“Automation plays the key role in the savings rate and accumulations,” said Peter Gordon, CEO of John Hancock Retirement Plan Services. That strategy is the core of what needs to be done, he said. If you automatically enroll new participants and re-enroll older ones, you can impact 85% of the group as a whole. Other plan design features such as Roth conversions can motivate participation on a tax basis, he said.
Panelists also discussed the rapid evolution of the retirement industry and predicted the next practical applications that plan sponsors may use. For instance, Joe Ready, executive vice president of Wells Fargo Institutional Retirement and Trust said, “Even if participants do OK with their asset accumulation, they are not in good shape if they retire with a lot of debt.”
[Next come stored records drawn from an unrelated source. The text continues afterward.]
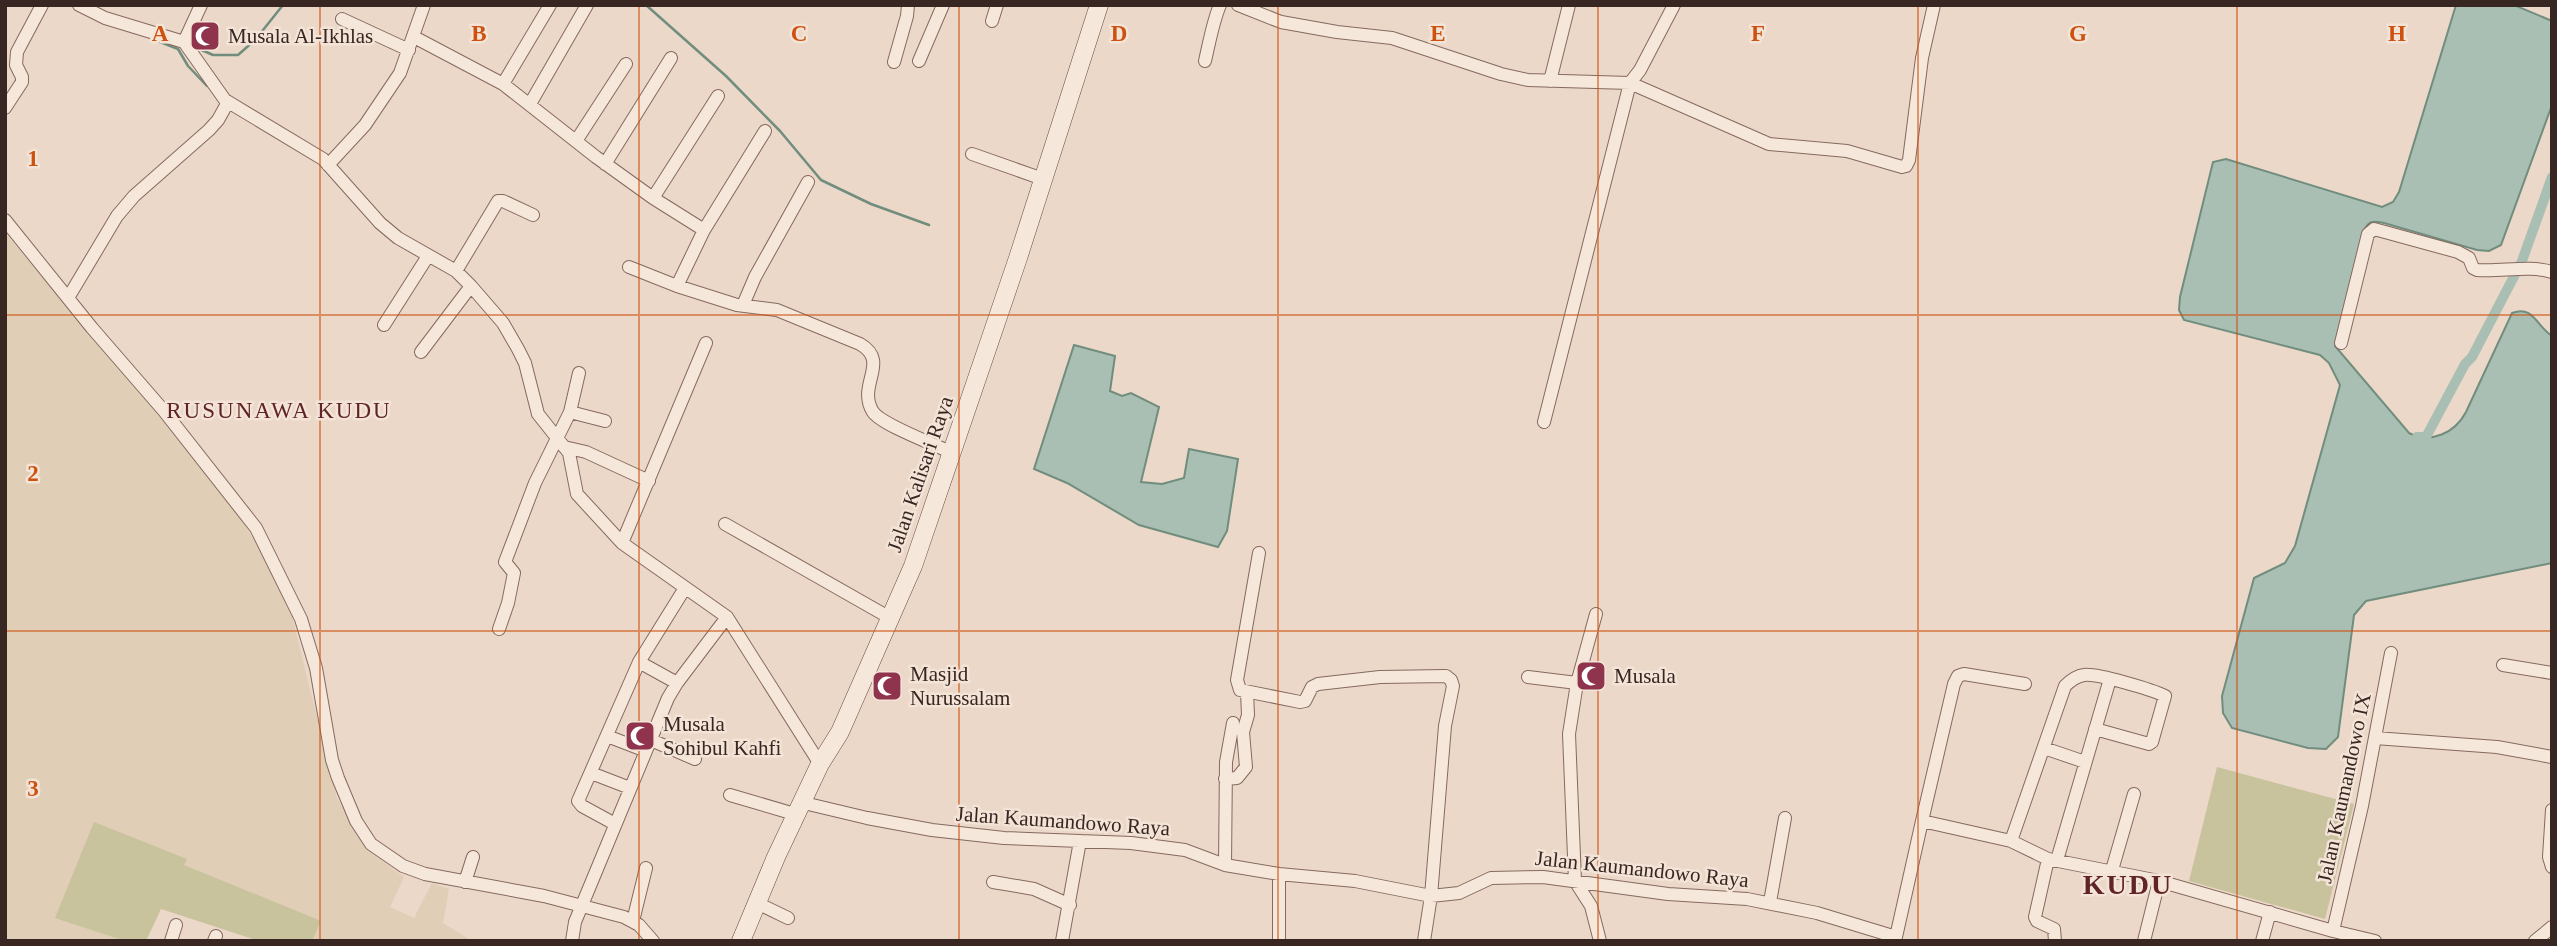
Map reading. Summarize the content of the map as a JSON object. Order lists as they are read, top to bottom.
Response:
{
  "streets": {
    "street": ["Jalan Kalisari Raya", "Jalan Kaumandowo IX", "Jalan Kaumandowo Raya"]
  },
  "crossings": [
    ["Jalan Kalisari Raya", "Jalan Kaumandowo Raya"]
  ],
  "districts": ["RUSUNAWA KUDU", "KUDU"],
  "places": {
    "mosque": [
      "Musala Al-Ikhlas",
      "Musala",
      "Masjid Nurussalam",
      "Musala Sohibul Kahfi"
    ]
  },
  "grid": {
    "columns": [
      "A",
      "B",
      "C",
      "D",
      "E",
      "F",
      "G",
      "H"
    ],
    "rows": ["1", "2", "3"]
  }
}
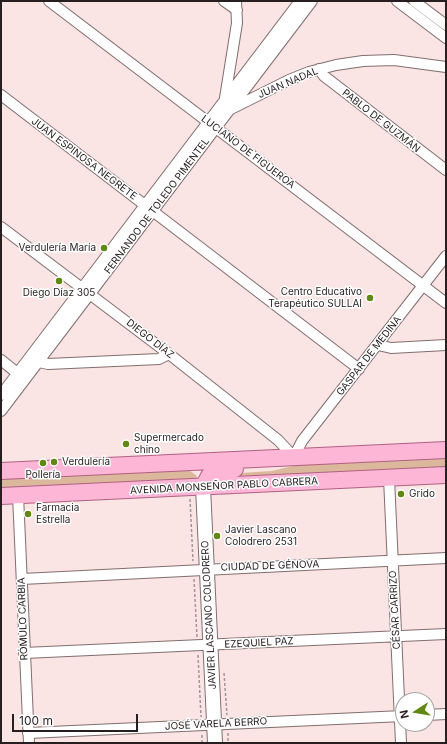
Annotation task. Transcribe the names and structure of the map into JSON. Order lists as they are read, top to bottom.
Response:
{
  "streets": {
    "main road": ["AVENIDA MONSEÑOR PABLO CABRERA", "JAVIER LASCANO COLODRERO"],
    "street": [
      "JUAN NADAL",
      "PABLO DE GUZMÁN",
      "LUCIANO DE FIGUEROA",
      "JUAN ESPINOSA NEGRETE",
      "FERNANDO DE TOLEDO PIMENTEL",
      "DIEGO DÍAZ",
      "GASPAR DE MEDINA",
      "CIUDAD DE GÉNOVA",
      "CÉSAR CARRIZO",
      "RÓMULO CARBIA",
      "EZEQUIEL PAZ",
      "JOSÉ VARELA BERRO"
    ]
  },
  "crossings": [
    ["JUAN NADAL", "PABLO DE GUZMÁN"],
    ["JUAN NADAL", "FERNANDO DE TOLEDO PIMENTEL"],
    ["LUCIANO DE FIGUEROA", "FERNANDO DE TOLEDO PIMENTEL"],
    ["LUCIANO DE FIGUEROA", "GASPAR DE MEDINA"],
    ["JUAN ESPINOSA NEGRETE", "FERNANDO DE TOLEDO PIMENTEL"],
    ["JUAN ESPINOSA NEGRETE", "GASPAR DE MEDINA"],
    ["FERNANDO DE TOLEDO PIMENTEL", "DIEGO DÍAZ"],
    ["DIEGO DÍAZ", "GASPAR DE MEDINA"],
    ["AVENIDA MONSEÑOR PABLO CABRERA", "CÉSAR CARRIZO"],
    ["AVENIDA MONSEÑOR PABLO CABRERA", "JAVIER LASCANO COLODRERO"],
    ["AVENIDA MONSEÑOR PABLO CABRERA", "RÓMULO CARBIA"],
    ["CIUDAD DE GÉNOVA", "CÉSAR CARRIZO"],
    ["CIUDAD DE GÉNOVA", "JAVIER LASCANO COLODRERO"],
    ["CIUDAD DE GÉNOVA", "RÓMULO CARBIA"],
    ["CÉSAR CARRIZO", "EZEQUIEL PAZ"],
    ["JAVIER LASCANO COLODRERO", "EZEQUIEL PAZ"],
    ["JAVIER LASCANO COLODRERO", "JOSÉ VARELA BERRO"],
    ["RÓMULO CARBIA", "EZEQUIEL PAZ"],
    ["RÓMULO CARBIA", "JOSÉ VARELA BERRO"]
  ],
  "places": [
    "Verdulería María",
    "Diego Díaz 305",
    "Centro Educativo Terapéutico SULLAI",
    "Supermercado chino",
    "Verdulería",
    "Pollería",
    "Grido",
    "Farmacia Estrella",
    "Javier Lascano Colodrero 2531"
  ],
  "scale_bar": "100 m",
  "north": "left"
}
Ready noted that Wells Fargo takes a holistic approach with participants. The company urges plan sponsors to imagine participants as being in four very separate buckets. There are the early savers—auto-functionality works well for them. The mid-career participants are struggling with aging parents and college tuition. [In] the third bucket are near retirees who need help optimizing their savings. And the last bucket contains those living in retirement who need financial help managing longevity and investment risk.
“Think about what you offer participants, keeping in mind the four buckets. If you thought it was hard to get people into the initial plan, the next big challenge will be the near retirees and the products and services they need now,” he said.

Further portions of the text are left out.